Each record below should be printed exactly as it was written.

**Source data:**
------------------------------
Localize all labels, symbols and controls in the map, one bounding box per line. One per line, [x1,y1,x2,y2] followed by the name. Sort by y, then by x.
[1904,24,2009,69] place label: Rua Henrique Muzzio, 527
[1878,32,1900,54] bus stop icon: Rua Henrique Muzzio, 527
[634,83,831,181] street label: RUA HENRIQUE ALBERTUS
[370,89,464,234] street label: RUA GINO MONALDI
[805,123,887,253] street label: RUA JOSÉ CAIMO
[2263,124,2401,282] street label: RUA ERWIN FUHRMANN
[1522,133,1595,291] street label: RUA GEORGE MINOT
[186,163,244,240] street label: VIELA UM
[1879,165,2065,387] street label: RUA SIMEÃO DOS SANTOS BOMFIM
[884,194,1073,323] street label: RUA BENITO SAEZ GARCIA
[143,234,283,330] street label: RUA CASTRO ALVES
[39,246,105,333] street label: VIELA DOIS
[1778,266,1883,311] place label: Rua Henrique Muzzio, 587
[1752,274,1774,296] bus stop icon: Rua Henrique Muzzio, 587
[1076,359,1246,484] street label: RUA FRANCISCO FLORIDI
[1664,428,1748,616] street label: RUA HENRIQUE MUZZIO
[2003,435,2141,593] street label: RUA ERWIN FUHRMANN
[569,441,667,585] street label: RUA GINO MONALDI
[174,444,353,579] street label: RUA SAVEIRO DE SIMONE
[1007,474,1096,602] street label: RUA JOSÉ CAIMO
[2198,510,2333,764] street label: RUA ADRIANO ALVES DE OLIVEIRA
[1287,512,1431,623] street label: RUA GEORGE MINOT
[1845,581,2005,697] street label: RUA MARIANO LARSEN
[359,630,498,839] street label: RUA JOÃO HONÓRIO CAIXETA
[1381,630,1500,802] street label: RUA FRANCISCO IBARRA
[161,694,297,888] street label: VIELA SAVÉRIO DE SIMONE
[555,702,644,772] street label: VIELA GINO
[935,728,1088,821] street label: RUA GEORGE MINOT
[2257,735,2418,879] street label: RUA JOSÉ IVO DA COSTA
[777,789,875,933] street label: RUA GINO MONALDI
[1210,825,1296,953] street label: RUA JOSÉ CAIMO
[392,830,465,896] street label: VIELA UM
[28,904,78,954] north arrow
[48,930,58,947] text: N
------------------------------
**Output of the exercise:**
Localize all labels, symbols and controls in the map, one bounding box per line. One per line, [x1,y1,x2,y2] followed by the name. Sort by y, then by x.
[1904,24,2009,69] place label: Rua Henrique Muzzio, 527
[1878,32,1900,54] bus stop icon: Rua Henrique Muzzio, 527
[634,83,831,181] street label: RUA HENRIQUE ALBERTUS
[370,89,464,234] street label: RUA GINO MONALDI
[805,123,887,253] street label: RUA JOSÉ CAIMO
[2263,124,2401,282] street label: RUA ERWIN FUHRMANN
[1522,133,1595,291] street label: RUA GEORGE MINOT
[186,163,244,240] street label: VIELA UM
[1879,165,2065,387] street label: RUA SIMEÃO DOS SANTOS BOMFIM
[884,194,1073,323] street label: RUA BENITO SAEZ GARCIA
[143,234,283,330] street label: RUA CASTRO ALVES
[39,246,105,333] street label: VIELA DOIS
[1778,266,1883,311] place label: Rua Henrique Muzzio, 587
[1752,274,1774,296] bus stop icon: Rua Henrique Muzzio, 587
[1076,359,1246,484] street label: RUA FRANCISCO FLORIDI
[1664,428,1748,616] street label: RUA HENRIQUE MUZZIO
[2003,435,2141,593] street label: RUA ERWIN FUHRMANN
[569,441,667,585] street label: RUA GINO MONALDI
[174,444,353,579] street label: RUA SAVEIRO DE SIMONE
[1007,474,1096,602] street label: RUA JOSÉ CAIMO
[2198,510,2333,764] street label: RUA ADRIANO ALVES DE OLIVEIRA
[1287,512,1431,623] street label: RUA GEORGE MINOT
[1845,581,2005,697] street label: RUA MARIANO LARSEN
[359,630,498,839] street label: RUA JOÃO HONÓRIO CAIXETA
[1381,630,1500,802] street label: RUA FRANCISCO IBARRA
[161,694,297,888] street label: VIELA SAVÉRIO DE SIMONE
[555,702,644,772] street label: VIELA GINO
[935,728,1088,821] street label: RUA GEORGE MINOT
[2257,735,2418,879] street label: RUA JOSÉ IVO DA COSTA
[777,789,875,933] street label: RUA GINO MONALDI
[1210,825,1296,953] street label: RUA JOSÉ CAIMO
[392,830,465,896] street label: VIELA UM
[28,904,78,954] north arrow
[48,930,58,947] text: N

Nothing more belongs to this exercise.